PRINCETON, NJ -- Although 22% of Americans report worrying about getting swine flu, there appears to be only minimal impact on the public's daily behavior so far, despite extensive news coverage about the virus and its potential spread. A Gallup Poll conducted Tuesday night shows that just 1% to 3% of Americans say they decided not to go shopping or go out to a restaurant, canceled an airline trip, decided not to use mass transit, stayed home from work, or kept a child home from school because of concerns about swine flu.
The Gallup Poll was conducted Tuesday night, April 28. While 22% of those interviewed reported they personally worried about getting swine flu "yesterday," the incidence of worry varies among demographic and regional subgroups of the population:
Americans 55 years of age and older are slightly less likely to worry than those who are younger, reinforcing Gallup-Healthways data showing that the incidence of flu in general is lower among older Americans.
Those with children under 18 in the home are slightly more likely to be worried than those who don't have children in the home.
Worry is slightly less prevalent in the Midwest than elsewhere.
Although the sample size of Hispanics in the poll is too small to provide reliable estimates, the data suggest that Hispanics are considerably more likely than non-Hispanics to worry about getting swine flu.
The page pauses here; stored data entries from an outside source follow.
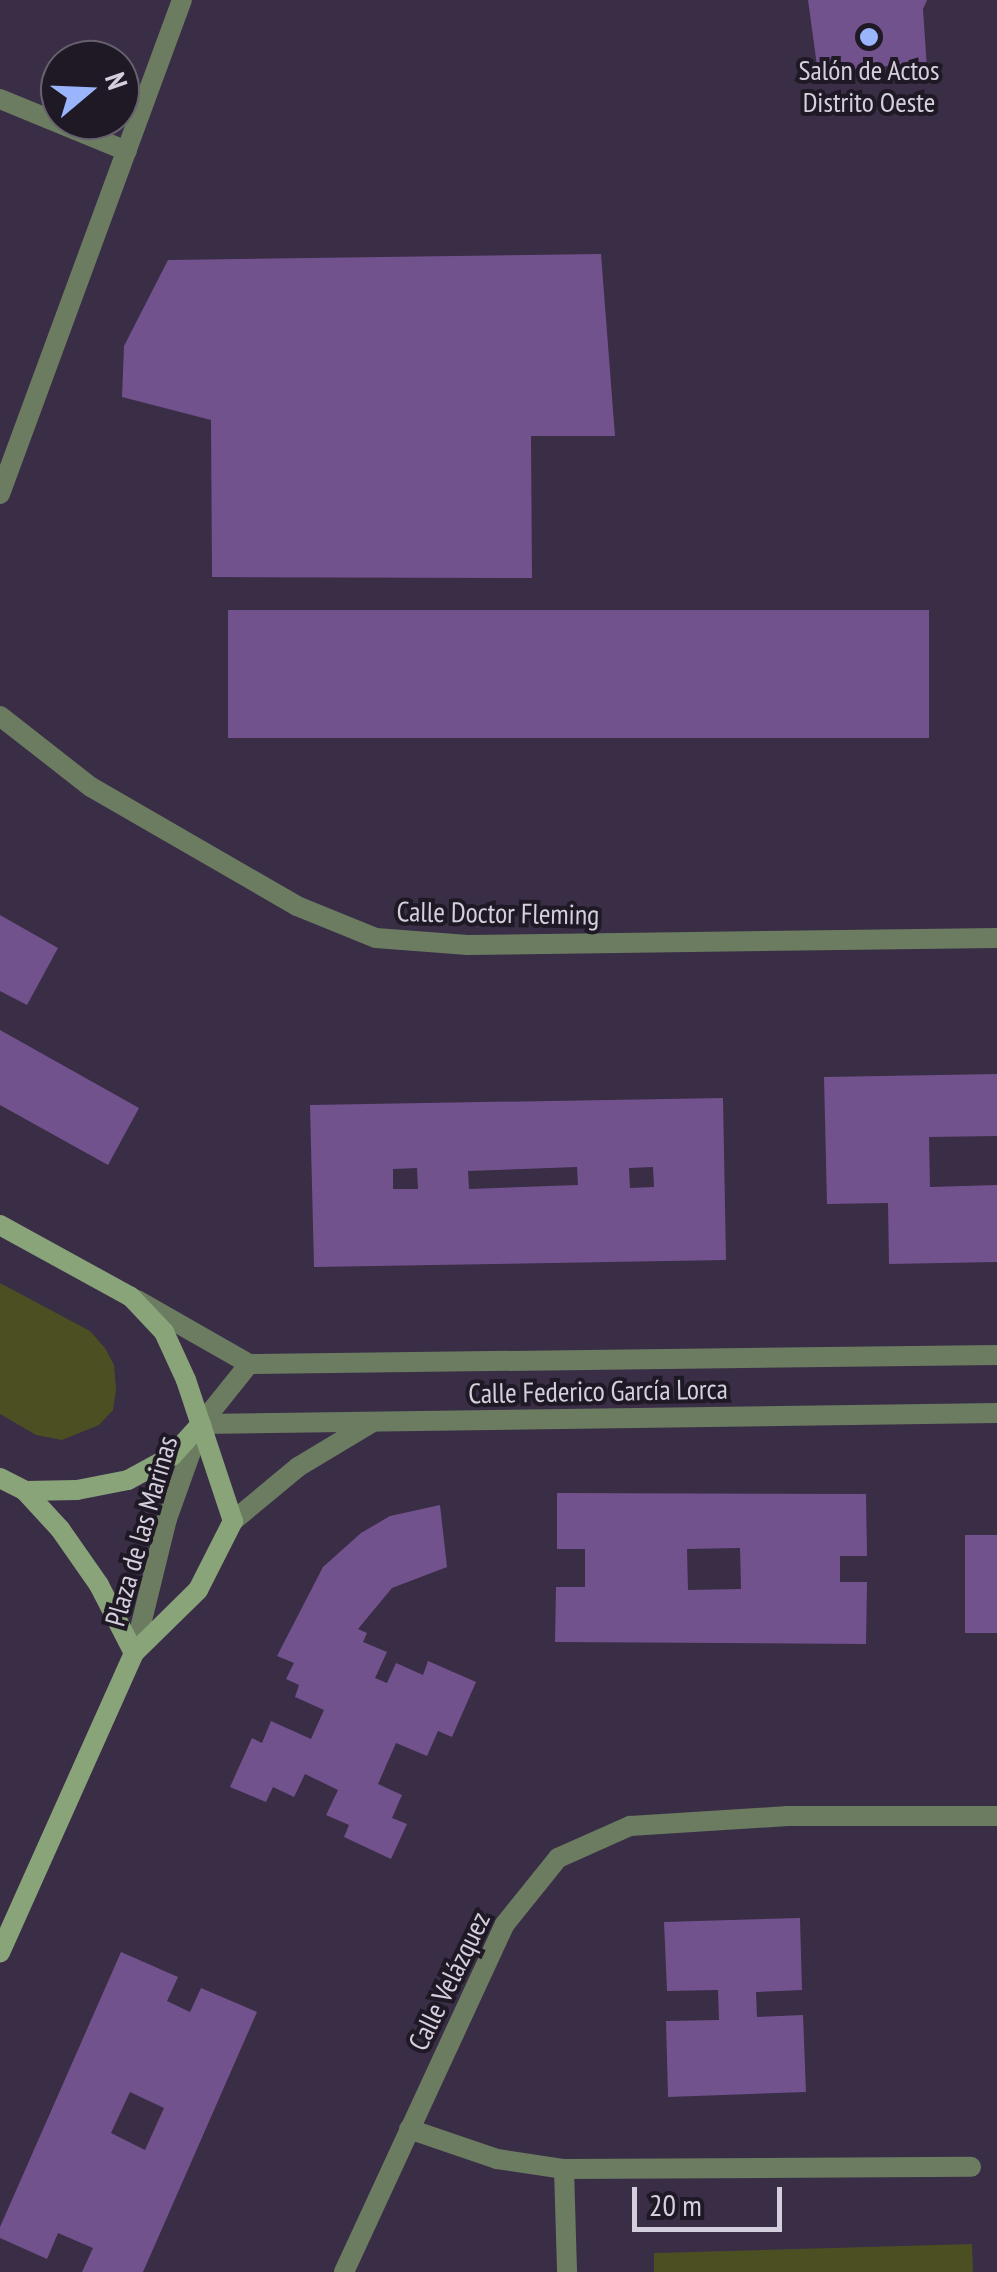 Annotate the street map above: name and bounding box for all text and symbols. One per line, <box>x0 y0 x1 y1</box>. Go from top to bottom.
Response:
marker: Salón de Actos Distrito Oeste <box>858 26 880 48</box>
north arrow <box>40 40 140 140</box>
place label: Salón de Actos Distrito Oeste <box>798 53 940 119</box>
text: N <box>97 68 137 94</box>
street label: Calle Doctor Fleming <box>396 894 600 932</box>
street label: Calle Federico García Lorca <box>468 1372 728 1410</box>
street label: Plaza de las Marinas <box>98 1432 184 1630</box>
street label: Calle Velázquez <box>401 1906 497 2056</box>
scale bar <box>637 2167 787 2229</box>
text: 20 m <box>649 2185 702 2224</box>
Given that the swine flu epidemic apparently originated in Mexico, and that most of the reported deaths have occurred there, this connection is understandable.
The Gallup data indicate that the swine flu situation has not caused major shifts in Americans' behavior so far, at least based on self-reports. The poll asked Americans whether they had -- as a result of concerns about swine flu -- changed their behavior "yesterday" in several different ways. Very small percentages of Americans replied in the affirmative for each behavior measured.
Certainly even 1% of the population can be a significant group of people if extrapolated to the overall adult population of roughly 220 million. But very low percentages such as these, as recorded in random-sample surveys, must be interpreted with caution. The survey in which these data were obtained involved interviews with 1,021 individuals and, as is true with any survey, the results of each question are an estimate of the underlying population that carries with it a margin of sampling error. Experience also indicates that there will be a small percentage who respond in the affirmative to almost any survey question, regardless of the question.
It is thus a reasonable interpretation to say that the survey results point to an estimate of behavioral change among the adult population that is quite minimal as a result of swine flu concern. (At the same time, it is important to realize that the scope of these questions was limited to changes in behavior "yesterday," and the percentages may be higher if Americans are asked to report on their behavior over a longer time span.)
These data provide an important baseline measure of public reaction to the swine flu outbreak, and Gallup will update the estimates of changes in these behaviors in the coming days.
There are minor variations by region in response to these behavioral indicators. Those living in the West are somewhat more likely than those living elsewhere to say they decided not to go out shopping or to a restaurant as a result of concern over swine flu. Future surveys will show whether behavioral change as a result of swine flu continues to appear higher in the Western region of the country.
Results are based on telephone interviews with 1,021 national adults, aged 18 and older, conducted April 28, 2009, as part of Gallup Poll Daily tracking. For results based on the total sample of national adults, one can say with 95% confidence that the maximum margin of sampling error is ±3 percentage points.
Interviews are conducted with respondents on land-line telephones (for respondents with a land-line telephone) and cellular phones (for respondents who are cell-phone only).
In addition to sampling error, question wording and practical difficulties in conducting surveys can introduce error or bias into the findings of public opinion polls.
Polls conducted entirely in one day, such as this one, are subject to additional error or bias not found in polls conducted over several days.